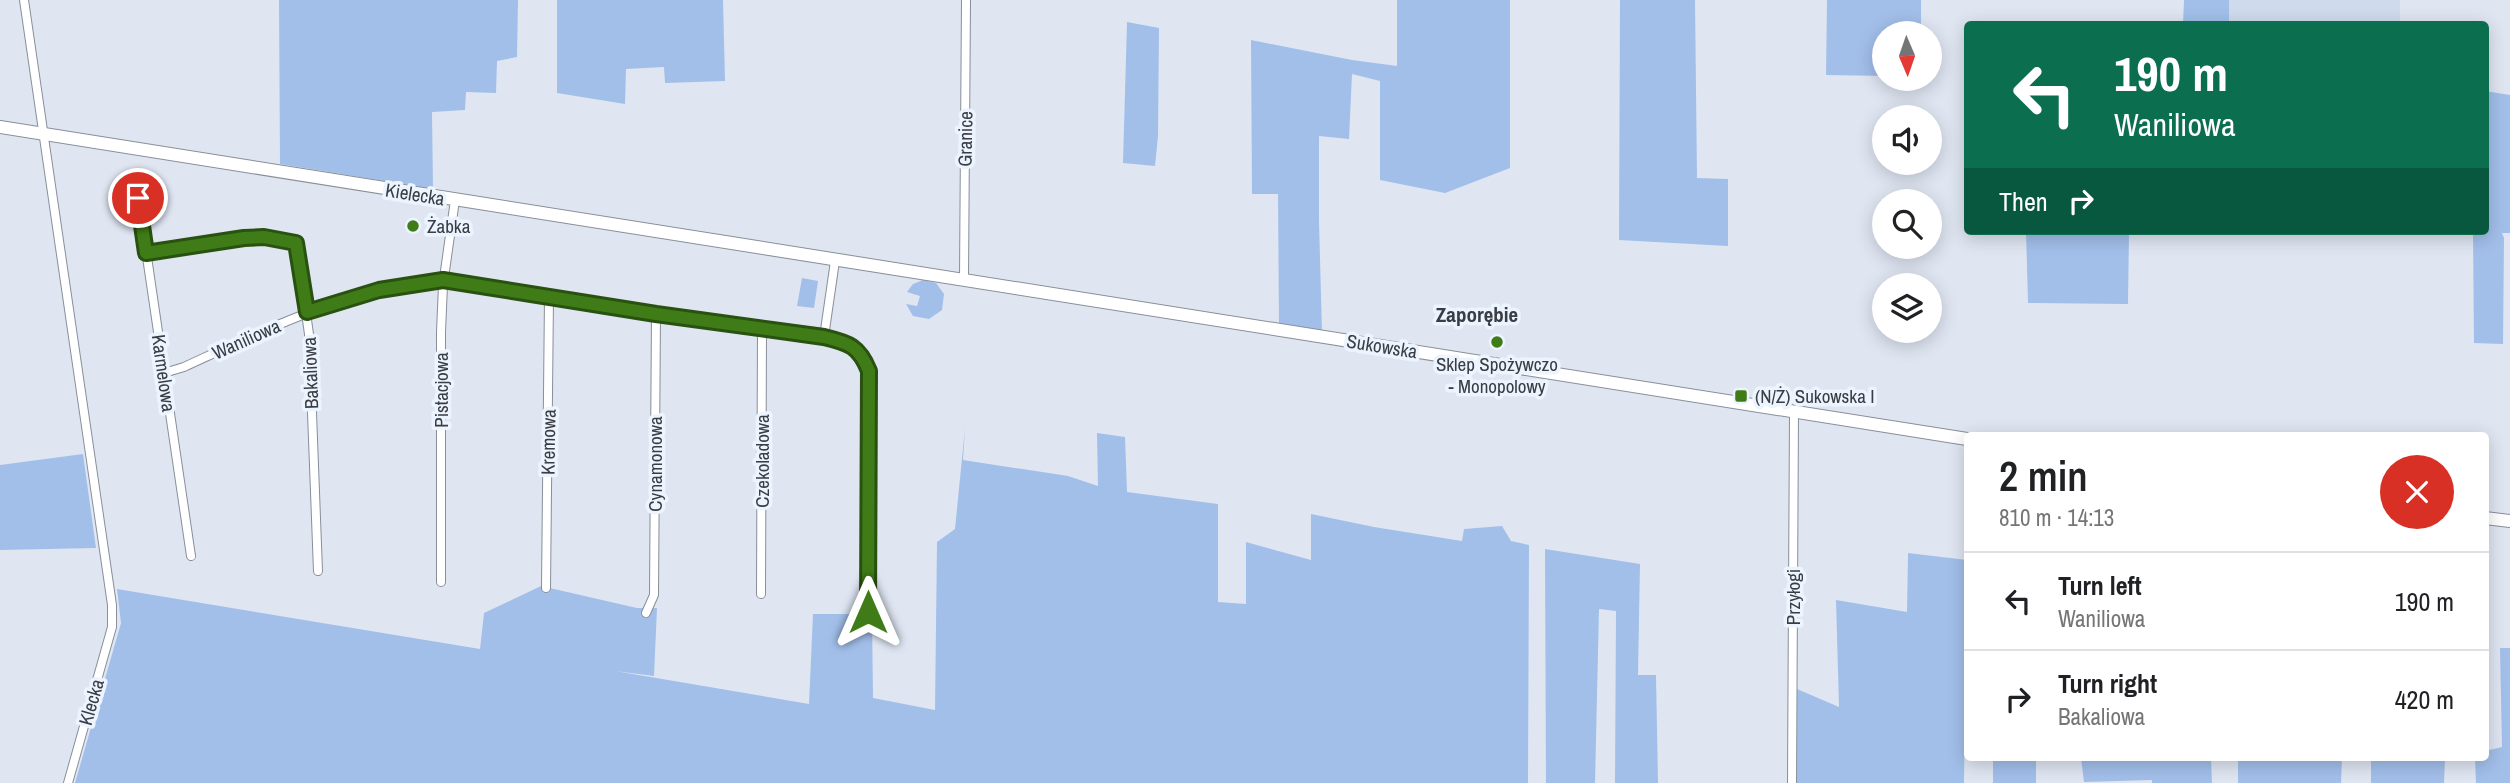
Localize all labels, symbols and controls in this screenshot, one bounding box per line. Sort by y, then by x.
north arrow [1872,21,1942,91]
map controls [1872,21,1942,343]
text: 190 m [2114,40,2228,106]
icon: left [1999,49,2090,140]
text: Waniliowa [2114,103,2236,146]
button: sound [1872,105,1942,175]
street label: Granice [952,111,978,167]
pin [108,168,168,228]
street label: Kielecka [383,176,447,212]
icon: arrive [119,179,157,217]
icon: right [2062,182,2100,220]
text: Then [1999,184,2048,219]
button: search [1872,189,1942,259]
place label: Żabka [427,213,471,239]
marker: Żabka [405,218,421,234]
button: layers [1872,273,1942,343]
district label: Zaporębie [1436,300,1518,329]
street label: Waniliowa [208,312,285,366]
street label: Sukowska [1345,328,1419,364]
street label: Karmelowa [146,333,182,414]
marker: Sklep Spożywczo - Monopolowy [1489,334,1505,350]
street label: Bakaliowa [296,336,324,409]
place label: Sklep Spożywczo - Monopolowy [1436,351,1558,399]
street label: Pistacjowa [428,352,454,428]
place label: (N/Ż) Sukowska I [1755,383,1874,409]
marker: (N/Ż) Sukowska I [1733,388,1749,404]
street label: Kremowa [534,409,562,475]
street label: Czekoladowa [749,414,775,508]
street label: Cynamonowa [642,416,668,512]
text: 2 min [1999,448,2088,504]
button: close [2380,455,2454,529]
text: 810 m · 14:13 [1999,502,2114,533]
text: Turn left [2058,568,2142,603]
street label: Przyłogi [1780,569,1806,625]
position arrow [831,575,905,649]
icon: left [1999,582,2037,620]
text: 190 m [2395,584,2454,619]
text: Waniliowa [2058,603,2145,634]
text: Turn right [2058,666,2157,701]
street label: Klecka [72,676,110,728]
icon: right [1999,680,2037,718]
text: 420 m [2395,682,2454,717]
text: Bakaliowa [2058,701,2145,732]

-*-

The reply should hold every record, unchanged, and no pictures.

◆ **Response area**
Localize all labels, symbols and controls in this screenshot, one bounding box per line. Sort by y, then by x.
north arrow [1872,21,1942,91]
map controls [1872,21,1942,343]
text: 190 m [2114,40,2228,106]
icon: left [1999,49,2090,140]
text: Waniliowa [2114,103,2236,146]
button: sound [1872,105,1942,175]
street label: Granice [952,111,978,167]
pin [108,168,168,228]
street label: Kielecka [383,176,447,212]
icon: arrive [119,179,157,217]
icon: right [2062,182,2100,220]
text: Then [1999,184,2048,219]
button: search [1872,189,1942,259]
place label: Żabka [427,213,471,239]
marker: Żabka [405,218,421,234]
button: layers [1872,273,1942,343]
district label: Zaporębie [1436,300,1518,329]
street label: Waniliowa [208,312,285,366]
street label: Sukowska [1345,328,1419,364]
street label: Karmelowa [146,333,182,414]
marker: Sklep Spożywczo - Monopolowy [1489,334,1505,350]
street label: Bakaliowa [296,336,324,409]
place label: Sklep Spożywczo - Monopolowy [1436,351,1558,399]
street label: Pistacjowa [428,352,454,428]
place label: (N/Ż) Sukowska I [1755,383,1874,409]
marker: (N/Ż) Sukowska I [1733,388,1749,404]
street label: Kremowa [534,409,562,475]
street label: Czekoladowa [749,414,775,508]
street label: Cynamonowa [642,416,668,512]
text: 2 min [1999,448,2088,504]
button: close [2380,455,2454,529]
text: 810 m · 14:13 [1999,502,2114,533]
text: Turn left [2058,568,2142,603]
street label: Przyłogi [1780,569,1806,625]
position arrow [831,575,905,649]
icon: left [1999,582,2037,620]
text: 190 m [2395,584,2454,619]
text: Waniliowa [2058,603,2145,634]
text: Turn right [2058,666,2157,701]
street label: Klecka [72,676,110,728]
icon: right [1999,680,2037,718]
text: 420 m [2395,682,2454,717]
text: Bakaliowa [2058,701,2145,732]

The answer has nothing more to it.